The article claims that aside from memory consumption the main advantage of the ...

imtringued · on Oct 9, 2018

I'm so tired of reading this over and over again.

You're basically asking if generalized preemptive multitasking that has to solve every problem equally well is really that much slower than specialized cooperative multitasking that is tailored to specific language?

Of fucking course user level scheduling is going to be superior. Just think about it. Languages like erlang and ponylang dispatch to the scheduler after finishing the execution of every single function. Do you really think that switching to a new thread on every function call is going to be faster than not doing that? Consider that the way you're supposed to do iteration is via recursion which means you will have one function call on every iteration and therefore invoke the scheduler on almost every iteration. The user level scheduler can instantly switch to the next pending actor/goroutine/whatever as if it was just a regular function call. Meanwhile your regular threads will have to switch to the kernel first, now has to load the scheduling tree from main memory because the cache are filled with user level data, then has to make a complex scheduling decision and finally switch back and reload whatever data you just flushed out of the cache.

So yes the article's argument about time wasted on schedule makes a whole lot of sense because not only is the scheduling of preemptive threads itself more expensive, it also incurs extra costs through context switches and emptying the cache.

ptx · on Oct 9, 2018

> You're basically asking ...

No.

> So yes the article's argument about time wasted on schedule makes a whole lot of sense because ... context switches ...

Right. I understand that doing multi-tasking closer to the application code can be more efficient by avoiding involving the kernel and context switching.

What I was wondering about was this specific argument that the article was making:

Suppose for a minute that in your new system, switching between new threads takes only 100 nanoseconds. Even if all you did was context switch, you could only run about a million threads if you wanted to schedule each thread ten times per second. More importantly, you’d be maxing out your CPU to do so. Supporting truly massive concurrency requires another optimization: Only schedule a thread when you know it can do useful work! If you’re running that many threads, only a handful can be be doing useful work anyway. Go facilitates this by integrating channels and the scheduler.
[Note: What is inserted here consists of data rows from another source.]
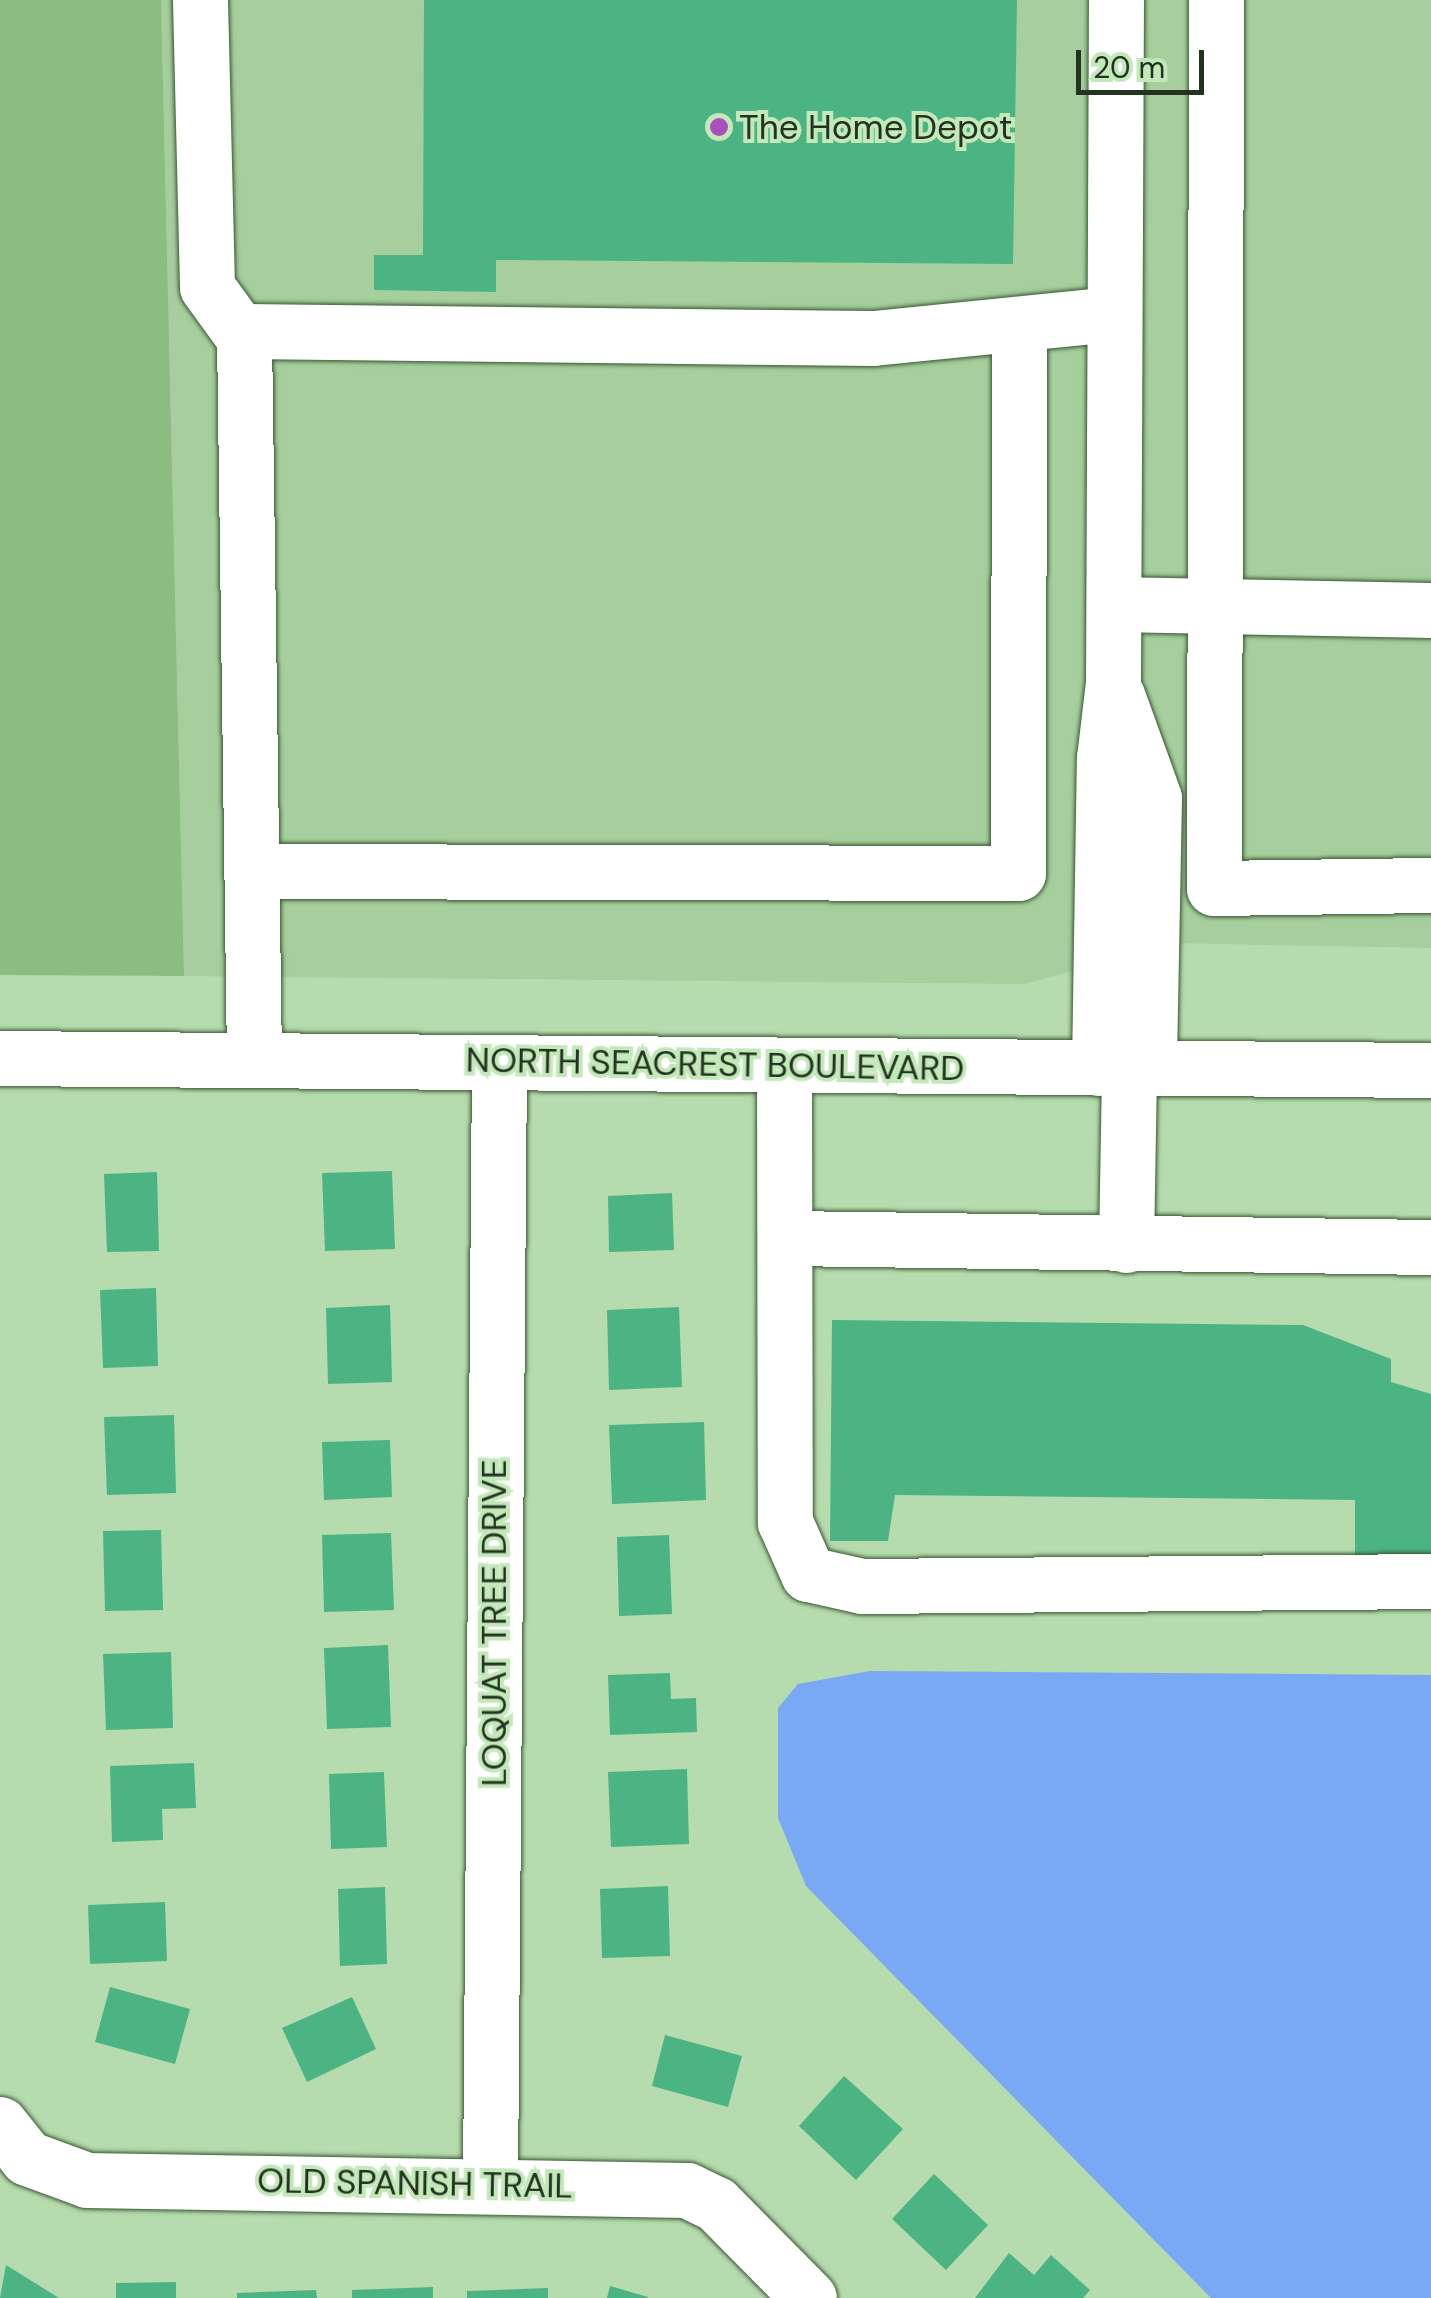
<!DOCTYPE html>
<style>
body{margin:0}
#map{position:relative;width:1431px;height:2298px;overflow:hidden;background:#b6dbae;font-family:"DM Sans",sans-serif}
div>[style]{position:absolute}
.built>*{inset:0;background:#a6cf9d}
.green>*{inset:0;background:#8cbc81}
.water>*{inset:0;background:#79a8f4}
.building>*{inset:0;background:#4cb482}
.roads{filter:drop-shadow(0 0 2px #385731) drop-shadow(0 0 2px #385731)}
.minor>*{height:55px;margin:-27.5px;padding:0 27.5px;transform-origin:27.5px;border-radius:27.5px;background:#fff}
.dots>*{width:28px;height:28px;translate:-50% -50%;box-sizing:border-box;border:5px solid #c3e8ba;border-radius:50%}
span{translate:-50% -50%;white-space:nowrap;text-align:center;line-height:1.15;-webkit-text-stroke:8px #c3e8ba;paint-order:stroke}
.poi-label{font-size:35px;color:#243321}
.left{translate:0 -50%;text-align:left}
.street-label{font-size:35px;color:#243321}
.scale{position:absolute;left:1076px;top:50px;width:128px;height:45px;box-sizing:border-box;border:5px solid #243321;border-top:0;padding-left:12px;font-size:30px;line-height:35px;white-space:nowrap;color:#243321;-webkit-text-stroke:8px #c3e8ba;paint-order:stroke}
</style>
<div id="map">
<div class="built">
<i style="clip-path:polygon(161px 0,1431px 0,1431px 948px,1172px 943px,1025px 984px,184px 976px)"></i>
</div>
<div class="green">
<i style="clip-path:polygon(0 0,161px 0,184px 976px,0 975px)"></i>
</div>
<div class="water">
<i style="clip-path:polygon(870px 1671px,1431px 1675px,1431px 2298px,1211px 2298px,806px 1886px,778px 1818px,778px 1708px,798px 1684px)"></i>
</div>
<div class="building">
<i style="clip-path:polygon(424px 0,1017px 0,1013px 264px,496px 260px,496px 292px,374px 290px,374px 255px,423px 255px)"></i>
<i style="clip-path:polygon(392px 1171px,395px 1249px,325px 1251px,322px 1173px)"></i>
<i style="clip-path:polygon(157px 1172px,159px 1251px,107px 1252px,104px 1174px)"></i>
<i style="clip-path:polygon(672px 1193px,674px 1250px,609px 1252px,608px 1196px)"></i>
<i style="clip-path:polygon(156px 1288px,158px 1366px,103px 1368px,100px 1290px)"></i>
<i style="clip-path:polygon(390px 1305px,392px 1382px,328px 1384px,326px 1308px)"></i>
<i style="clip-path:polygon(679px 1307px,682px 1387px,609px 1390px,607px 1310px)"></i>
<i style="clip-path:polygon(832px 1320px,1303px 1325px,1391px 1359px,1391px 1382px,1431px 1394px,1431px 1559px,1355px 1558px,1355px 1500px,895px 1495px,888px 1541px,830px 1541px)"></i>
<i style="clip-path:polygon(174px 1415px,176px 1493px,107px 1495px,104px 1417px)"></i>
<i style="clip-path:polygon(704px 1422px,706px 1500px,612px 1504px,609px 1425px)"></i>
<i style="clip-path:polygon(390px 1440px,392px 1497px,324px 1500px,322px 1442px)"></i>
<i style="clip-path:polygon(161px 1530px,163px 1610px,105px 1611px,103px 1531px)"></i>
<i style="clip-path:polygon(391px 1533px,394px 1610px,324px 1612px,322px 1535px)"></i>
<i style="clip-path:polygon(669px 1535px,672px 1614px,619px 1616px,617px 1537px)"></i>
<i style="clip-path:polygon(388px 1645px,391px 1727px,327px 1729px,324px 1648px)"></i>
<i style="clip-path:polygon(171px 1652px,173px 1728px,106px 1730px,103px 1654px)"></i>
<i style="clip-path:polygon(670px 1673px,671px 1699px,696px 1698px,697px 1732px,610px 1735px,608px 1675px)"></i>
<i style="clip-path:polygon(194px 1763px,196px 1808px,162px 1809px,163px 1840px,112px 1842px,110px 1766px)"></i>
<i style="clip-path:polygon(687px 1769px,689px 1844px,611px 1847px,608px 1772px)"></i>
<i style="clip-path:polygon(384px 1772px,387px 1847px,331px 1849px,329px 1774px)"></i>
<i style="clip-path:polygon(668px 1886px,670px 1956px,602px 1958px,600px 1889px)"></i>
<i style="clip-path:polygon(385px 1887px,387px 1964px,340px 1966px,338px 1889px)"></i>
<i style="clip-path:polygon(165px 1902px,167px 1961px,90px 1964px,88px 1905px)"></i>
<i style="clip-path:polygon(110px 1987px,190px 2009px,175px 2064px,95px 2042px)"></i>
<i style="clip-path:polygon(352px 1997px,376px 2049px,307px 2082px,282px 2028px)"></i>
<i style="clip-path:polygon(665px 2035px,742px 2056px,728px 2107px,652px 2086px)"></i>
<i style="clip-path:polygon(844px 2076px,903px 2129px,856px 2180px,799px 2126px)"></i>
<i style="clip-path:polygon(934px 2174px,988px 2225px,946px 2270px,892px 2219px)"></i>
<i style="clip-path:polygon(1009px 2253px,1034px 2275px,1051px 2255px,1090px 2290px,1083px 2298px,975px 2298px)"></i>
<i style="clip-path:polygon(6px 2265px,59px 2298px,0 2298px)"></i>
<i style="clip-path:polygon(176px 2282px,176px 2298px,116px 2298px,116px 2283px)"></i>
<i style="clip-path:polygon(610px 2286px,648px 2297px,648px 2298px,607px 2298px)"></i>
<i style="clip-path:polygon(433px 2287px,433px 2298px,352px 2298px,352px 2290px)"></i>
<i style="clip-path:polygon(548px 2288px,548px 2298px,467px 2298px,467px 2291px)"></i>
<i style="clip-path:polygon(316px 2290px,317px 2298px,237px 2298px,237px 2293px)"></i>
</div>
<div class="roads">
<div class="minor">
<i style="left:200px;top:0;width:287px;rotate:88.6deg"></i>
<i style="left:207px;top:287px;width:63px;rotate:54deg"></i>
<i style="left:1216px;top:0;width:888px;rotate:90.13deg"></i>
<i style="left:1214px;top:888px;width:217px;rotate:-0.8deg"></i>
<i style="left:1114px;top:604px;width:317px;rotate:1.1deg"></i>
<i style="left:1117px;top:695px;width:109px;rotate:70.2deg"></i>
<i style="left:1154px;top:798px;width:270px;rotate:91.1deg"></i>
<i style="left:254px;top:871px;width:764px;rotate:0.15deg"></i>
<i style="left:1018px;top:873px;width:549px;rotate:-89.9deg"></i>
<i style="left:0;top:1058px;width:1431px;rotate:0.48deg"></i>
<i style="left:254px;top:1060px;width:729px;rotate:-90.79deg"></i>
<i style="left:244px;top:331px;width:629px;rotate:0.64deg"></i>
<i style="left:873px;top:338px;width:242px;rotate:-5.7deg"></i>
<i style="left:784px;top:1066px;width:456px;rotate:89.9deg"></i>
<i style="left:785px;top:1522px;width:57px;rotate:66.1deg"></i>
<i style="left:808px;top:1574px;width:55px;rotate:12.5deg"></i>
<i style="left:862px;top:1586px;width:569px;rotate:-0.5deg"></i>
<i style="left:1099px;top:1068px;width:310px;rotate:-89.1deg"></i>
<i style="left:1104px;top:758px;width:77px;rotate:-83.2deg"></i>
<i style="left:1113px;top:682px;width:682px;rotate:-89.75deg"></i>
<i style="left:787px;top:1238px;width:644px;rotate:0.8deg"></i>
<i style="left:1126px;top:1245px;width:177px;rotate:-89deg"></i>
<i style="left:0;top:2124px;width:43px;rotate:51.5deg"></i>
<i style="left:27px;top:2158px;width:64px;rotate:20.1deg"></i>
<i style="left:87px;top:2180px;width:600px;rotate:0.95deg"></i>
<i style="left:687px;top:2190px;width:32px;rotate:26deg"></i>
<i style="left:716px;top:2204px;width:132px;rotate:45.3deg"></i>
<i style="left:490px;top:2184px;width:1122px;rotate:-89.54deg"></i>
</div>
</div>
<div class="dots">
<i style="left:719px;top:127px;background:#a850bd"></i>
</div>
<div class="poi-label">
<span class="left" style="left:739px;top:127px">The Home Depot</span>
</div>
<div class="street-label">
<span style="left:715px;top:1064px;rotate:1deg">NORTH SEACREST BOULEVARD</span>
<span style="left:494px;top:1623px;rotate:-90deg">LOQUAT TREE DRIVE</span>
<span style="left:415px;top:2183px;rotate:1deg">OLD SPANISH TRAIL</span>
</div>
<div class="scale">20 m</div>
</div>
If a goroutine is waiting on a empty channel, the scheduler can see that and it won’t run the Goroutine.

Doesn't the OS also perform this optimization, i.e., only scheduling threads that can do useful work? If you have thousands of threads that are all sleeping or blocking on read, it was my understanding that the OS will not schedule them – contrary to what the article is saying above. Am I wrong about this?

brianpgordon · on Oct 9, 2018

This is exactly what I came to the comments to point out. You're 100% right. If the operating system's scheduler is any good at all, it won't wake up a thread which is blocked on something like read or select system calls. NIO-based servers on the JVM will (in their idle state) have a bunch of operating system threads all blocked on a select system call, waiting for a connection on the TCP socket. They won't be woken up until there's something to do.